Car il a du talent ce Lewyn Davis, on l'entend dès les premières notes, dans un magnifique chant folk filmé en clair obscur, dans un petit bar de New-York. Mais il a une poisse absolue, qu'il courre après un chat récalcitrant, qu'il cherche un toit différent sous lequel loger tous les soirs, ou qu'il tente vainement de retrouver ses papiers pour ne pas avoir à repayer sa cotisation au syndicat
Les ressorts comiques et situationnels sont imparables, et pourtant d'une légèreté, car les frères Coen emplissent de tendresse et de bienveillance la trajectoire de ce raté pas toujours facile à vivre. On rit à ses dépends, mais on a froid avec lui sous le blizzard New-Yorkais et l'on a peur avec lui dans cette belle virée à Chicago en compagnie d'un chauffeur mutique et d'un producteur junkie.

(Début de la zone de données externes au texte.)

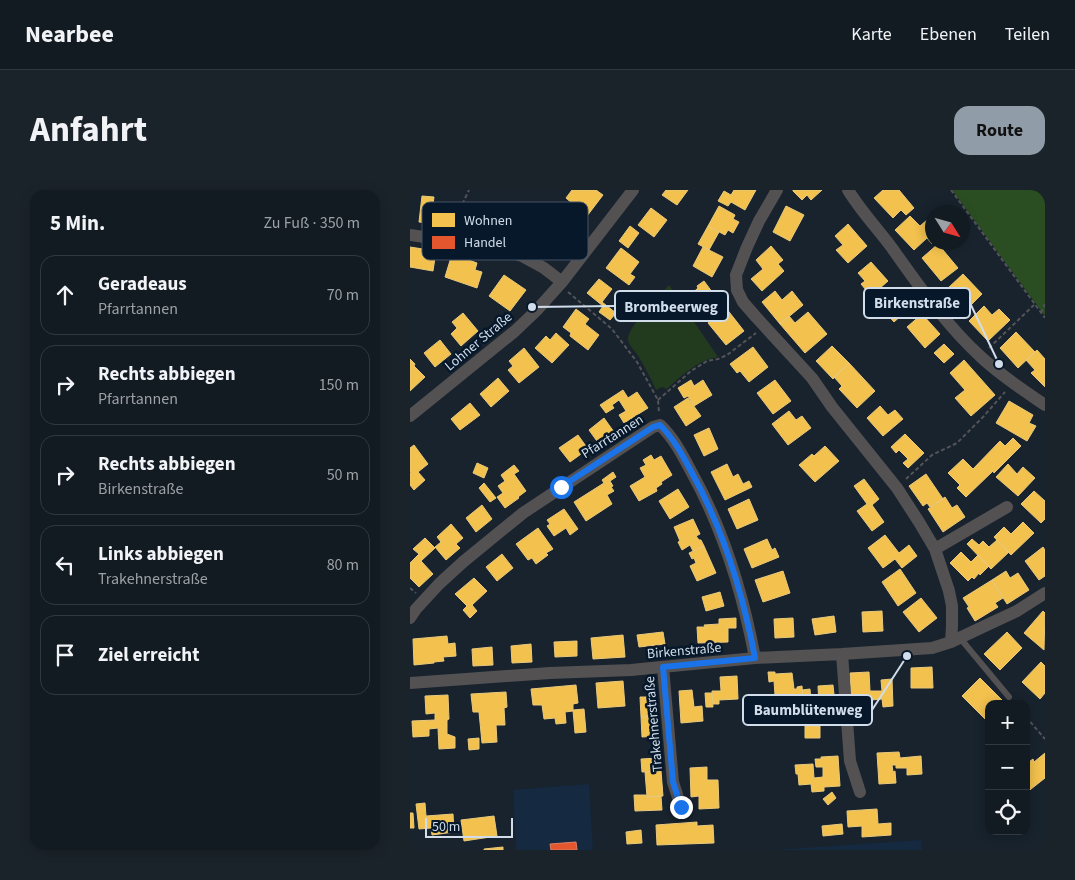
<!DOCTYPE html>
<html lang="de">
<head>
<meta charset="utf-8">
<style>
  :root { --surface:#121a22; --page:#1b232a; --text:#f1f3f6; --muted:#9ca1a5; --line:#313840; --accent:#909ca8 }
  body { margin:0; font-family:"Source Sans 3",sans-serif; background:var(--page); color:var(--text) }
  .controls { position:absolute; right:15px; bottom:15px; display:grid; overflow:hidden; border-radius:10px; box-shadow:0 2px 12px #0003 }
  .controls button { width:45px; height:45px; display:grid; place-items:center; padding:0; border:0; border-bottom:1px solid var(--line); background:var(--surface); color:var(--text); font:25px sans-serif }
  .compass { position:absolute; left:515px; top:15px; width:45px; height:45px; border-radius:50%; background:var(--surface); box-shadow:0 2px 12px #0003; rotate:127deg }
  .scale { position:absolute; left:15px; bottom:12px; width:88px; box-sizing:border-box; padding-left:5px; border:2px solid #d1ddea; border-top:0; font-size:14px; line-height:18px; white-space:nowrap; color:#d1ddea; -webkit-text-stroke:4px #07182b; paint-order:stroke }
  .stop { position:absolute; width:15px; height:15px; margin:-11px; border:4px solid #1a73e8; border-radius:50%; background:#fff }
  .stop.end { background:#1a73e8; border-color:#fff; box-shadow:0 1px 5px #0008 }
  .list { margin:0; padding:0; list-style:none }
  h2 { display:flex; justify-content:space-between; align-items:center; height:65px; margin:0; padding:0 20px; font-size:21px }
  h2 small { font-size:16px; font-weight:400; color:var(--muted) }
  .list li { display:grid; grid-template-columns:32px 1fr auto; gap:15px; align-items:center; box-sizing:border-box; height:80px; margin:0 10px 10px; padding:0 10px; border:1px solid var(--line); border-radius:15px }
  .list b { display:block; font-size:19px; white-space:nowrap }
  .list p { margin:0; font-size:16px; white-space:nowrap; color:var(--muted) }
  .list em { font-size:16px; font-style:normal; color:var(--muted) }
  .icon { flex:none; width:28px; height:28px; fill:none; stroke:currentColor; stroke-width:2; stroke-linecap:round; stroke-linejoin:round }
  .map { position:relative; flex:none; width:635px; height:660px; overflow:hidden; border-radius:15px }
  header { display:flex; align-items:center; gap:30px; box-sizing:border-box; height:70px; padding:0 25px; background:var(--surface); border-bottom:1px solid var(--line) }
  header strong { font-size:24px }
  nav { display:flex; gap:28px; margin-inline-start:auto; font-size:18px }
  .intro { display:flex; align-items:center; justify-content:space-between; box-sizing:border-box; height:120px; padding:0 30px }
  h1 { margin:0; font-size:35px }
  .button { padding:12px 22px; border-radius:15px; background:var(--accent); color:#111; font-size:18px; font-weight:700 }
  main { display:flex; gap:30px; padding:0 30px }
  aside { flex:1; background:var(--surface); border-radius:15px; box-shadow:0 2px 12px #0003 }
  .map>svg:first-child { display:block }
  .built { fill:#152940 }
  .green { fill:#223a1e }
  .forest { fill:#2a4e21 }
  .homes { fill:#f2c14e; stroke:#e8c97d }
  .shops { fill:#e4572e; stroke:#de7f66 }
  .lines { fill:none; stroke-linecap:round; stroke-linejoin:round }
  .path { stroke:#535358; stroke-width:2; stroke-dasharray:4 2.5; stroke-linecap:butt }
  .service { stroke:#545152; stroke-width:6 }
  .minor { stroke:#545152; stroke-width:12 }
  .route { stroke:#1a73e8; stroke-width:6 }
  .labels { text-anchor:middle; stroke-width:5; stroke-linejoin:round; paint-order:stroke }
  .street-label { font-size:14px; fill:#d1ddea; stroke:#07182b }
  .key { fill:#07182b; stroke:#445364; stroke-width:1 }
  .key-label { font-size:14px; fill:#d1ddea }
  .leader { fill:none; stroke:#d1ddea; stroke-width:2 }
  .callout-dot { fill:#d1ddea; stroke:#07182b; stroke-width:2 }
  .callout { fill:#07182b; stroke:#d1ddea; stroke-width:2 }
  .callout-label { font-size:15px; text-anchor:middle; font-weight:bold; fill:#d1ddea }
</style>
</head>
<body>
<header>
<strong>Nearbee</strong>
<nav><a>Karte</a><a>Ebenen</a><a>Teilen</a></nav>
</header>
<div class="intro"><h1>Anfahrt</h1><a class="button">Route</a></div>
<main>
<aside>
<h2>5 Min.<small>Zu Fuß · 350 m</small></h2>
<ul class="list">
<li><svg class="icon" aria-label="ahead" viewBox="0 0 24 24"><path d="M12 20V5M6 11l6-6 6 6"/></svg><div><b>Geradeaus</b><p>Pfarrtannen</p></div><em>70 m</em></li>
<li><svg class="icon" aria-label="right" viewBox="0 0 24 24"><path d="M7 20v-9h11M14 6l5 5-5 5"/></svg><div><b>Rechts abbiegen</b><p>Pfarrtannen</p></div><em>150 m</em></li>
<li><svg class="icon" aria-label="right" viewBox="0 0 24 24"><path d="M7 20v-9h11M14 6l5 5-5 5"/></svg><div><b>Rechts abbiegen</b><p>Birkenstraße</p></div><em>50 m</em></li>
<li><svg class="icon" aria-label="left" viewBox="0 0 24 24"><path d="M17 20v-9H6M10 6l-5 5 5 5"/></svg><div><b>Links abbiegen</b><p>Trakehnerstraße</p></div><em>80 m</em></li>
<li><svg class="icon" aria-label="arrive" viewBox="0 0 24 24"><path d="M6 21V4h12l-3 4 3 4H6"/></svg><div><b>Ziel erreicht</b></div></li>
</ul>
</aside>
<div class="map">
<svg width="635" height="660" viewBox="0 0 635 660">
  <rect width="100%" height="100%" fill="#18232e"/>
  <path class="built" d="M179,594L183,660H106L103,600Z
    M511,650L512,660H364Z"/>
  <path class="green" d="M259,95L308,167C288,170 272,185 257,199L252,197L246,200C241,189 236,179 230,169C227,163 219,156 218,150C216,138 251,104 259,95Z"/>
  <path class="forest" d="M542,0H635V126Z"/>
  <path class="homes" d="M162,0H186L193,5L174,30L161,19L164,15L156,8Z
    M256,0H278L267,15L252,5Z
    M324,0H346L335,20L321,12L318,16L308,11L314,1L321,5Z
    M383,0H412L401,10L397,5L392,10L383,1Z
    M473,0H489L504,18L496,25L491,20L483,28L464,8Z
    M12,6L24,7L23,14L38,16L35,35L9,32Z
    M309,16L325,25L323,29L329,32L323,43L318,40L315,45L298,36Z
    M376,16L394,25L380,51L363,42Z
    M241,18L257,30L244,47L228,35Z
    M500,26L510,36L517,30L522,36L523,52L522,54L517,48L504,60L485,40Z
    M438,34L457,56L438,73L426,60L433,55L425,46Z
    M220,36L229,43L218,58L209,51Z
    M298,36L309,42L299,60L288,54Z
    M528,54L548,78L531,91L512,68Z
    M361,56L373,70L368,74L374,81L352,101L341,89L353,79L346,70Z
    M0,57L26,61L23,81L0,77Z
    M293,57L313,67L302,87L283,76Z
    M211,58L229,72L220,84L225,87L219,95L196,78Z
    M42,64L67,73L65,80L72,82L67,98L35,87Z
    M461,72L478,91L461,106L451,94L455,91L448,83Z
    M553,84L572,104L556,120L537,99Z
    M94,85L116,100L100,121L79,106Z
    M189,89L202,99L192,112L206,123L200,130L189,122L193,116L177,103Z
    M294,91L308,110L294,120L291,116L286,120L277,108L288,98L287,96Z
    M492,100L504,114L484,132L475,122L485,112L483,109Z
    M365,101L372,110L382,101L393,115L370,134L352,112Z
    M574,116L582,125L589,119L600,130L578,151L559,131Z
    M316,118L334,141L316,155L298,133Z
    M166,119L179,129L175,134L189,145L178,160L160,146L161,143L153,137Z
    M398,122L417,144L395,163L370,134L379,126L385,133Z
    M53,123L68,141L51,156L41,144L47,138L42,132Z
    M512,124L530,144L515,158L497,137Z
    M606,142L625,162L608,178L590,158Z
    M146,143L159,155L142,173L125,158L136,146L140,150Z
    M30,150L41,164L25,177L14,163Z
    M534,154L544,164L534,173L524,163Z
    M422,156L439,173L423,189L406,171Z
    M343,157L358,177L339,192L330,181L327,183L320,174Z
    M114,158L129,177L109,193L98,180L103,176L99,171Z
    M627,160L635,169V197L621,183L625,180L616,170Z
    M0,169L5,174L4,176L15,187L0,201Z
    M554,170L585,205L561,226L545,208L555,200L540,183Z
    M439,173L465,201L447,218L429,199L432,196L424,187Z
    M88,188L99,201L81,217L70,204Z
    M281,190L284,196L293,190L302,205L284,216L278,206L274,208L268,198Z
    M365,190L381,211L363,224L347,203Z
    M213,200L218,208L227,202L238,218L214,233L209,225L216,221L209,210L202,215L204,218L196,223L190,215Z
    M278,208L291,226L276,236L264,217Z
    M599,211L623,225L619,233L626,236L617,251L586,233Z
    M60,213L70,225L50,240L41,229Z
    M470,216L478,225L485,220L493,229L473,246L457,228Z
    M379,221L386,230L392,226L401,238L378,255L362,234Z
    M194,228L204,242L189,254L179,240Z
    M299,238L308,259L294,266L284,245Z
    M495,244L514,263L498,278L493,273L498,269L489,260L486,263L481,257Z
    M168,245L178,259L160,272L149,258Z
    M603,248L611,256L584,283L583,281L556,307L547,298L550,295L538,283L553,269L563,279L590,251L595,256Z
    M4,255L18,274L8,282L15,290L4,300L0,295V284L1,283L0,281V258Z
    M415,256L429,271L405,292L389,275L402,264L404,266Z
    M241,265L244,270L251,266L262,285L251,292L252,294L246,298L247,301L229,311L220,296L235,287L230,278L236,275L233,270Z
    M67,273L78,278L74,288L63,283Z
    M317,274L323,287L328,284L333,294L339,291L342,297L315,310L301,282Z
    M598,274L607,284L613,277L625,288L608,306L586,287Z
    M104,275L109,281L104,284L116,301L108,307L109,308L95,318L87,307L93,303L88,296L95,291L91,285Z
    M203,282L206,287L200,291L203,296L201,297L204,301L197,305L202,314L176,331L164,312L194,293L192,290Z
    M516,284L533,309L520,317L517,313L513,316L499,296Z
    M454,289L469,309L462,315L474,332L462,341L447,321L457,314L444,296Z
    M74,293L86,308L80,312L69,298Z
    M268,299L279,317L260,329L249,311Z
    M624,301L635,311V329L631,333L611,314Z
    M535,307L542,318L547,315L555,327L533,342L518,319Z
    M339,309L348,330L327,339L318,319Z
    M72,315L82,329L66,342L56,328Z
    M154,319L168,339L160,345L156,338L144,346L137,336L140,334L137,330Z
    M283,329L290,344L286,346L289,350H291L294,356L283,361L280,355L272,360L268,352L270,351L264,337Z
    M613,332L624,343L601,365L584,347L594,337L601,344Z
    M41,334L53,348L46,354L50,358L36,370L25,357L31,352L27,347Z
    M128,338L143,359L136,363L138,365L126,374L122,368L118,370L106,354Z
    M475,345L489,363L499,355L507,366L492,378L485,369L473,378L458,358Z
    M15,348L25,358L11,371L23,384L9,397L0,388V373L9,364L3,359Z
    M357,349L362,360L365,358L369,367L342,378L334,359Z
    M562,349L569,355L573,351L579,357L587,350L599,362L581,379L557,354Z
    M294,356L306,383L287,391L280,376L286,373L284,368L282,369L279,363Z
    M633,357L635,360V386L629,390L615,371Z
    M551,362L561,372L568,365L579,376L570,385L569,383L564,389L562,387L558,391L540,373Z
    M92,364L103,378L87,391L76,377Z
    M490,379L506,403L488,416L472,392Z
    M373,381L380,403L353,412L345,390Z
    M596,381L600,388L608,383L619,400L597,414L582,390Z
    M64,388L77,401L62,415L67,421L60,428L53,420L57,416L45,404Z
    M582,390L593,408L585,413L588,417L565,431L557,418L559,417L553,408Z
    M310,402L314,416L296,421L292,407Z
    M511,408L527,428L509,442L493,422Z
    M472,421L473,441L453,442L452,422Z
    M633,421L635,423L634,460L614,443Z
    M424,426L426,442L405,445L402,429Z
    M326,428V438H318V452L288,453L287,437H295L294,435L309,434V429Z
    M383,428L384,447L365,448L364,429Z
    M253,442L255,454L229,457L227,445Z
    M597,442L612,458L590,480L574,464Z
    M213,445L215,467L183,469L181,448Z
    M37,446L38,454L45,453L46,466L33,467L34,471L24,472V473L4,475L3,449Z
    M167,451V466L145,467L144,452Z
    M121,454L122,472L102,473L101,456Z
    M82,457L83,475L63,476L62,459Z
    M631,472L635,476V503L630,509L612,492Z
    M522,477L523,498H501V478Z
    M358,482H365V484L382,483L384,499H387V497L392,496L393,510L383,511V504H381V511L369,512V504L365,505L364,491L359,492Z
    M459,482L460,501H472L471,490L482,489L483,516L473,517L472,509L461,510V520L442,522L440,483Z
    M327,486L328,509L309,510V514H303L302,501H311L310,487Z
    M570,488L596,514H579V530L577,531L552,506Z
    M213,491L215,516L188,518L186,493Z
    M166,495L168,513L163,514V521L155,522L156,533L146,534L145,528L134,529L132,515H123L121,499Z
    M423,495L425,514L409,516L408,496Z
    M400,499L402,523L394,524L392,500Z
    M282,500L284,517L292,516L293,531L271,533L269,501Z
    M96,502L97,517L94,518L95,535H86L87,552L72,553L69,522H63L61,504Z
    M295,503H302L303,517H296Z
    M38,505L39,529L37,530V544L45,547V558L29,559L28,538L19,539V546L3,547L2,531L25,530V523L16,524L15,506Z
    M230,507H246L247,526L231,527Z
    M425,514L426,533L411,535L409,516Z
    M174,519L176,542L165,543L163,520Z
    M247,526L248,546L232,547L231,527Z
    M395,536H410V548H395Z
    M69,548V559L59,560L58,549Z
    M489,562L490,568L511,566L512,584L497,585V578H486V575H482L483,582L485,581L486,593L469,594L467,563Z
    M635,563V588L616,603V574L623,569L624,572Z
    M428,566L430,596L414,597V601L402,602L401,594L389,595L388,584H386L385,575L403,574L404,588L413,587V577H406L405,569H411V567Z
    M248,568L249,581L232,582L231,569Z
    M297,577V590H308L309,618L289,619V606L281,607L280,578Z
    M251,581L253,606L237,607L235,582Z
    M422,602L426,608L418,615L413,609Z
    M224,605H236L237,607L251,606L252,620L225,621Z
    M15,613L16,626L43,624L44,642L22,645L21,638L9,639L6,614Z
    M467,619L468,634L481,633V645L452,647V636L438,637L437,621Z
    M0,623H3L4,638H0Z
    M84,626L87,646L54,651L51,630Z
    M287,632V636L303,635L304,653L247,655L246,635Z
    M432,634L433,644L413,646L412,636Z
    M231,640L232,653L217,654L216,642Z
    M93,657V660H74V659Z"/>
  <path class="shops" d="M166,652L167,660H141L140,654Z"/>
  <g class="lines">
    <path class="path" d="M541,0L635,128
      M46,39L50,19L59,0
      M158,102L202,139L227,172L248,210L249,223
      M631,123L635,114
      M579,158L624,115
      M248,210L281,181L297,171L308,169L317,165L346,143
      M496,289L522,265L547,253L573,227L595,202
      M0,398L6,403
      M616,527L635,549"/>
    <path class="service" d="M550,448L599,507"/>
    <path class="minor" d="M367,0L349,31L337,57L326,85L327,100L333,112L346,127L402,188L422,217L487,298L509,332L525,359L539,401L542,416V436L541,452
      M438,0C451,21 467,38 482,58C509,96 536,135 571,167C590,185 613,200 635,215
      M0,45L76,56L112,66L134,78L152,92
      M0,226L105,141L126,121L152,92L223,0
      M525,359L597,317
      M0,428L6,419L29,394L53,372L113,323L243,237L250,235C264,248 273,266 282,283C314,341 333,404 345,468
      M432,464L440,571L450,602
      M253,477L263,592L271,617
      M0,493L140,483L221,480L345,468L432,464L522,458L541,452L579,434L607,421L635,403"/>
  </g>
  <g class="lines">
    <path class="route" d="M151,297L243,237L250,235C264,249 273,266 282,283C314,341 333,404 345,468L253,477L263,592L271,617"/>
  </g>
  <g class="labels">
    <g class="street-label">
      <text transform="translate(68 151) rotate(-40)" y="5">Lohner Straße</text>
      <text transform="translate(202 246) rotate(-32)" y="5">Pfarrtannen</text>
      <text transform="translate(274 460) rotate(-5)" y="5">Birkenstraße</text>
      <text transform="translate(243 534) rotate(-95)" y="5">Trakehnerstraße</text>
    </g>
  </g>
  <rect x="12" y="12" width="166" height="58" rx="8" class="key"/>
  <rect x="22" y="23" width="23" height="14" fill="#f2c14e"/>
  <rect x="22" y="46" width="23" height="13" fill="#e4572e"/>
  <g class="key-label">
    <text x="54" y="35">Wohnen</text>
    <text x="54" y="57">Handel</text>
  </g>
  <path class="leader" d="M589 174L560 113M122 117L205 116M497 466L462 520"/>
  <g class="callout-dot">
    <circle cx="589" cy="174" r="5"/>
    <circle cx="122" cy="117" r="5"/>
    <circle cx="497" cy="466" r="5"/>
  </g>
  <g class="callout">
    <rect x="454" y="98" width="106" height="30" rx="5"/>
    <rect x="205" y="101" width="113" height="30" rx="5"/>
    <rect x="333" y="505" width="129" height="30" rx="5"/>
  </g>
  <g class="callout-label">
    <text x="507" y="118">Birkenstraße</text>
    <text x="261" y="122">Brombeerweg</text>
    <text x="398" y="525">Baumblütenweg</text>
  </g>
</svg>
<div class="controls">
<button>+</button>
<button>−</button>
<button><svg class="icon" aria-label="locate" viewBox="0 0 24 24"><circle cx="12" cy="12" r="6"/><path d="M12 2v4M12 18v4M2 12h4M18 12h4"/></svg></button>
</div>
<svg class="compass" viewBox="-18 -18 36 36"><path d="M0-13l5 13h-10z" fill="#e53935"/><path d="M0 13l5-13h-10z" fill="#9ca1a5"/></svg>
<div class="scale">50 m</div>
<div class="stop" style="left:151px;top:297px"></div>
<div class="stop end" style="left:271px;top:617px"></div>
</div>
</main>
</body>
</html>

Même si tout cela semble ne pas avoir de but, le défilé de seconds rôles donne au film une grande cohérence. Carrey Mulligan, merveilleusement odieuse, Justin Timberlake, idéalement superficiel, Adam Driver, échappé de "Girls", en cow-boy régressif, et bien sur les vieux de la vieille Goodman et Abraham, l'un impayable en producteur désagréable, l'autre intense en statue de cire...
Comme une chanson, de folk, le film est long, étiré, pas toujours très rythmé. Mais comme tous les films mélancoliques des frères Coen, il faut se laisser porter par cette nonchalance, par cette histoire qui tourne sur elle-même, pour mieux apprécier la finesse et la beauté de séquences qui semblent parfois anodines, et qui sont d'autant plus belles que la musique est toujours merveilleusement adaptée.
Lorsque Lewyn joue avec toute son âme son plus beau morceau seul à seul avec un grand impresario, lorsque chacun des regards du professionnels prédit la fin, on assiste peut-être à la plus belle scène d'échec jamais filmée. Et quand une tête frisée bien connue apparaît sur la scène du bar, quand cette voix nasillarde inimitable se fait entendre, chacun peut mesurer le millimètre qui sépare le plus grand des succès du plus pathétique des échecs...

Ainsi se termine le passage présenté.